VOCES| Una heroína con TOC: "El milagro" de Carolina Andonie
La literatura suele deparar sorpresas, y aunque suene paradójico, esa es una de sus constantes: sorprender (con el riesgo incesante de no lograrlo). Incluso cuando cierto tipo de discurso se impone en el ámbito letrado como hegemónico, la vuelta de tuerca se vuelve recurso vital: oxigenación en la sangre y en las páginas. Así, nos aventuramos a la lectura literaria deseando ser sorprendidos, pero conscientes de lo difícil que será experimentar dicha sensación. Hasta que, de pronto, ocurre de nuevo. No hay fórmulas ni garantías. Nada nos asegura nada. Y, sin embargo, pasa, acontece.
Una de estas sorpresas tiene que ver con el descubrimiento de algo inusual donde no lo sospechábamos (o quizá sí lo hacíamos, pero de manera inconsciente). Leer a Carolina Andonie como novelista ha sido una revelación y un descubrimiento. Muchos conocemos su trabajo como periodista: sus entrevistas y reportajes, que durante mucho tiempo dieron cuenta del quehacer literario chileno e hispanoamericano, son ahora referencia obligada al momento de estudiar el periodo reciente de nuestra literatura. Su veloz registro de escritura no daba pausas: debía estar siempre al día, siempre a la hora señalada, dando cuenta de todo lo que se movía en el panorama letrado.

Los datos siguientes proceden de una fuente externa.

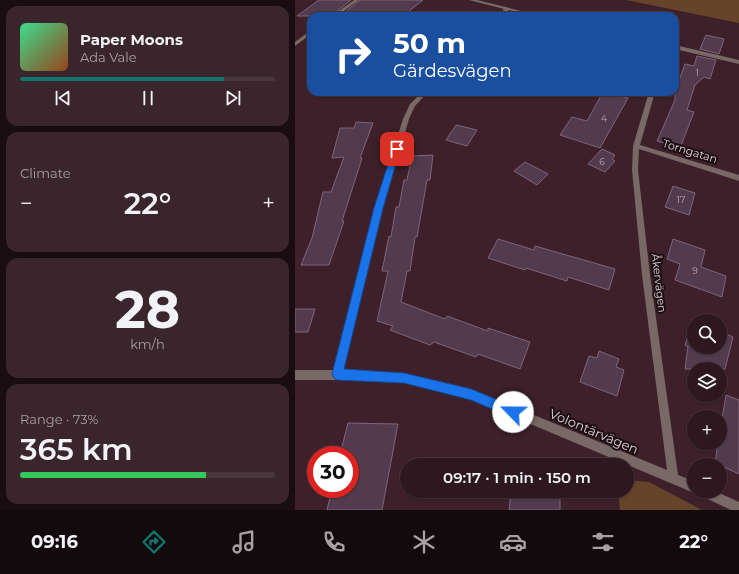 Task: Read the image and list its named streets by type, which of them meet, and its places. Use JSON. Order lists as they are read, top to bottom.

Muchas de esas vivencias y de esos ritmos escriturales están, sin duda, en las páginas de El milagro. Carolina miraba, desde su cubículo en la sala de redacción, el entorno simbólico del campo cultural. Leía no solo obras, sino comportamientos, conductas, manías, anhelos y desventuras; adivinaba tendencias y registraba las variaciones del fluctuante mercado de los libros, como si fuera una antropóloga de la literatura. Podía reconocer al vuelo caracteres, posees y afectaciones de los protagonistas de las letras continentales.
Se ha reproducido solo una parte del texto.